Notation 3 support

Gregory Williams greg at evilfunhouse.com
Mon Jul 5 16:07:03 CEST 2010


On Jul 4, 2010, at 5:18 PM, Toby Inkster wrote:

> I woke up this morning with a clear idea of how to add support for
> property paths. Implemented it this evening in less than 20 lines of
> code. The attached patch should now be able to parse Notation 3 fully.

Nice work.

> Next steps are an N3 serialiser, and then to clean it all up and release
> it all as a separate distribution on CPAN. (I plan on calling it
> "RDF::TriN3".)

That's almost too clever for its own good :)

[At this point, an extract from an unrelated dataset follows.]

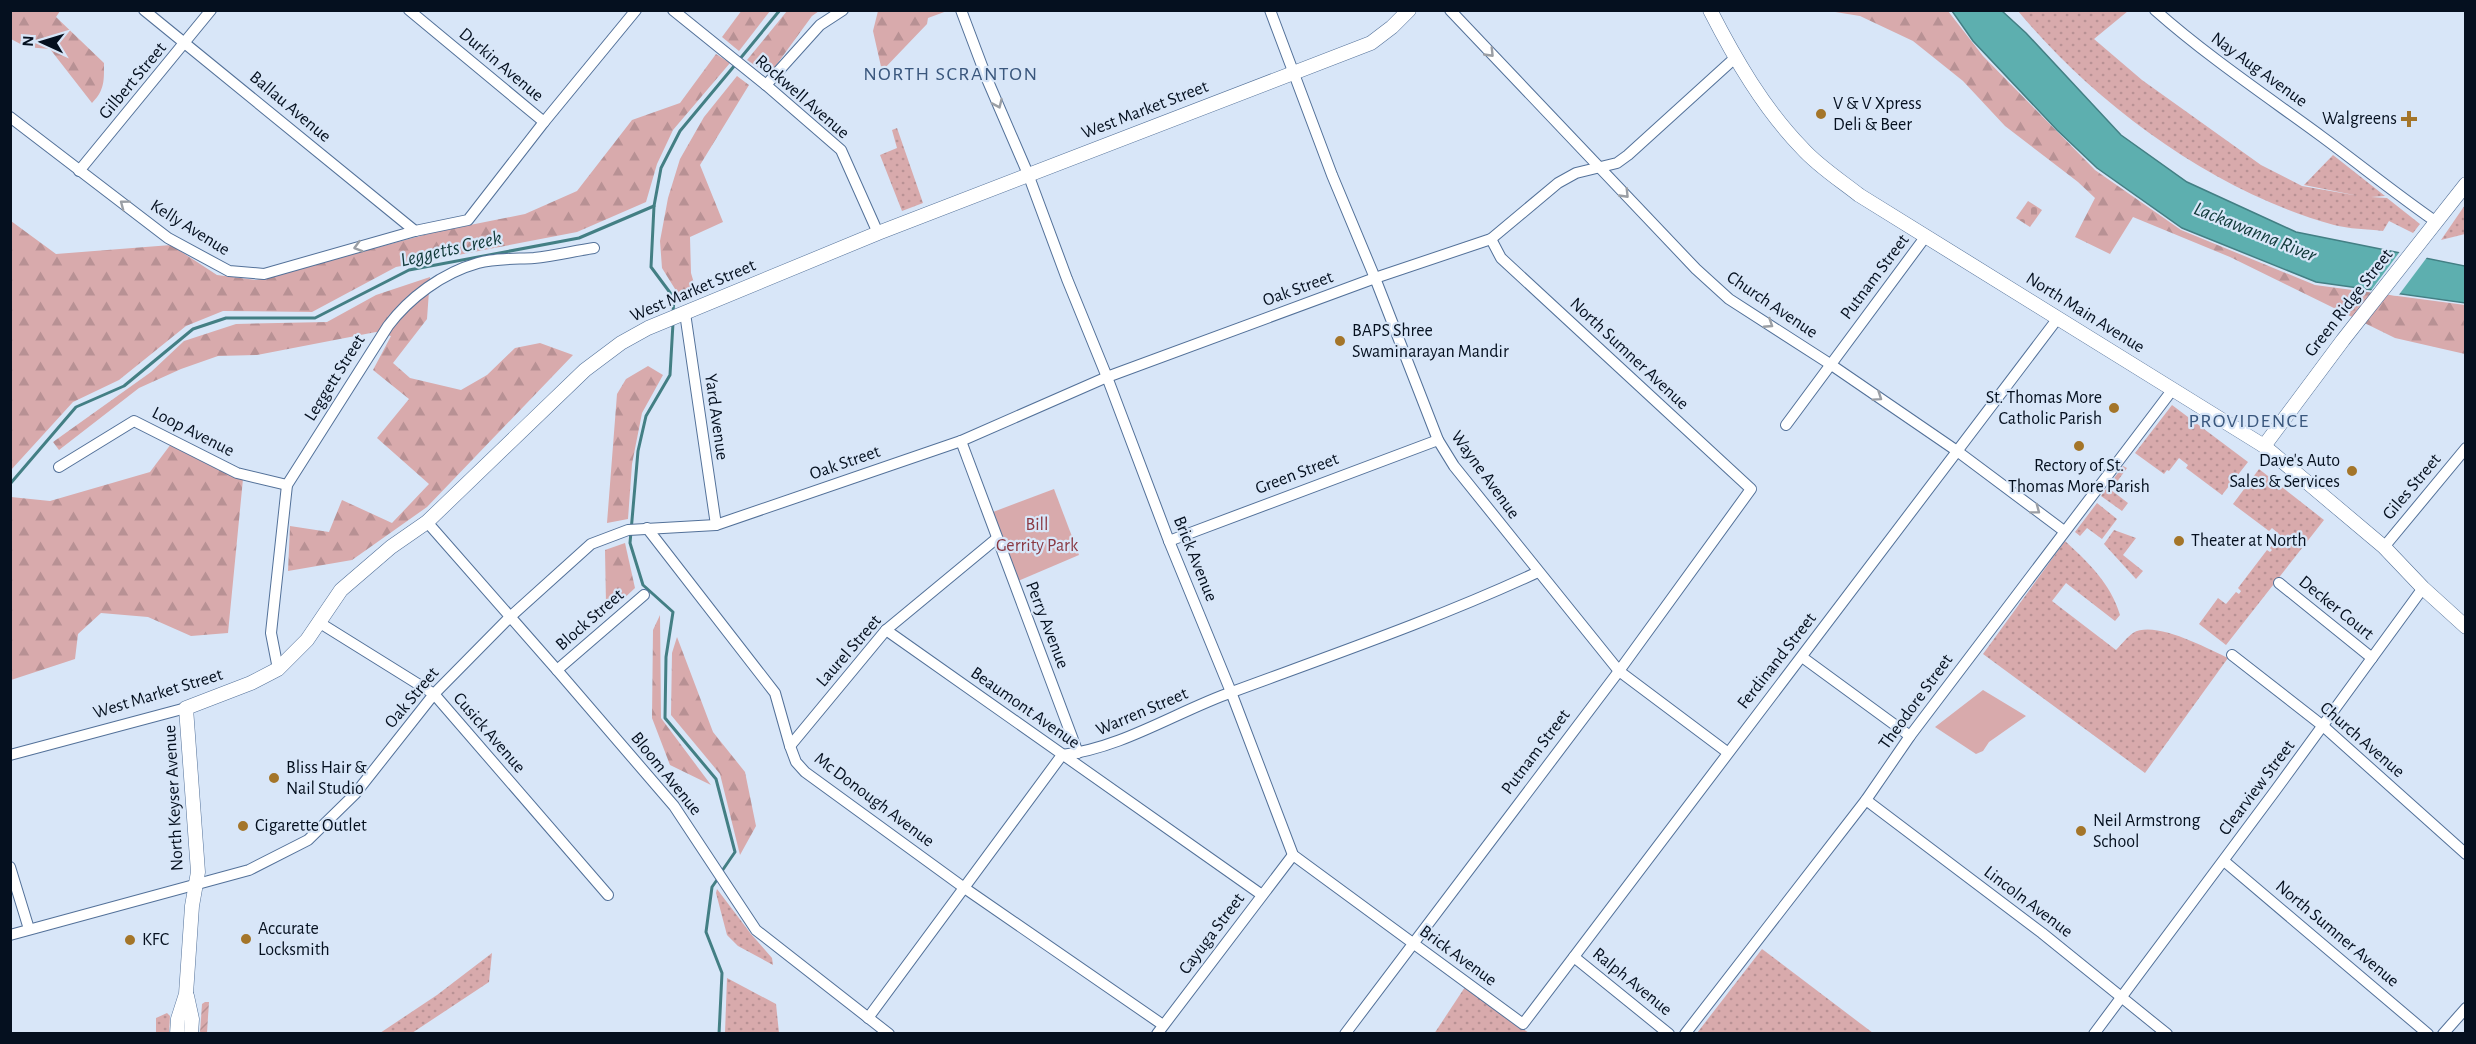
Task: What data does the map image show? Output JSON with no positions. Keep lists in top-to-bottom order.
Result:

> In the mean time, here's a Turtle serialisation bugette I've discovered.
> Create an RDF graph along these lines:
> 
> 	_:foo <#a> <#b> .
> 	<#c> _:foo <#d> .
> 
> It will be serialised something like this:
> 
> 	[] <#a> <#b> .
> 	<#c> _:r1234567890 <#d> .
> 
> Putting aside the fact that the second triple shouldn't be serialised
> in Turtle at all, as it's not legal RDF, the serialiser has lost the
> connection between the two appearances of the blank node.
> 
> I imagine when it decides to use '[]' rather than '_:something' to
> serialise a blank node, it first checks whether the node is the object
> of any triples - it doesn't check whether it's the predicate.

Yes, this is exactly why it won't serialize properly.

> There's a slightly bigger option of what to do when a serialiser tries
> to serialise a triple that cannot legally be represented in the format
> its outputting. I'd suggest there should be a constructor option along
> the lines of:
> 
> 	$s = RDF::Trine::Serializer->new('turtle', illegals=>'die');
> 
> Where 'illegals' can be set to 'die', 'warn', 'skip' or 'force'. If
> 'die' the serializer just dies when serialising something illegal; if
> 'warn' it issues a warning to STDERR and then skips the triple; if
> 'skip' it silently skips the triple; if 'force' it attempts to
> serialise the triple even if it means that the output is not strictly
> valid.

OK. I'm open to discussing changes like this. Right now all my stuff generally throws an exception via L<Error>, but I know there's some resistance to that since Error has been deprecated. I still haven't found a suitable replacement for my (subjective) needs, but could probably add in some alternative behaviors like those you suggest. What does anyone else think about these?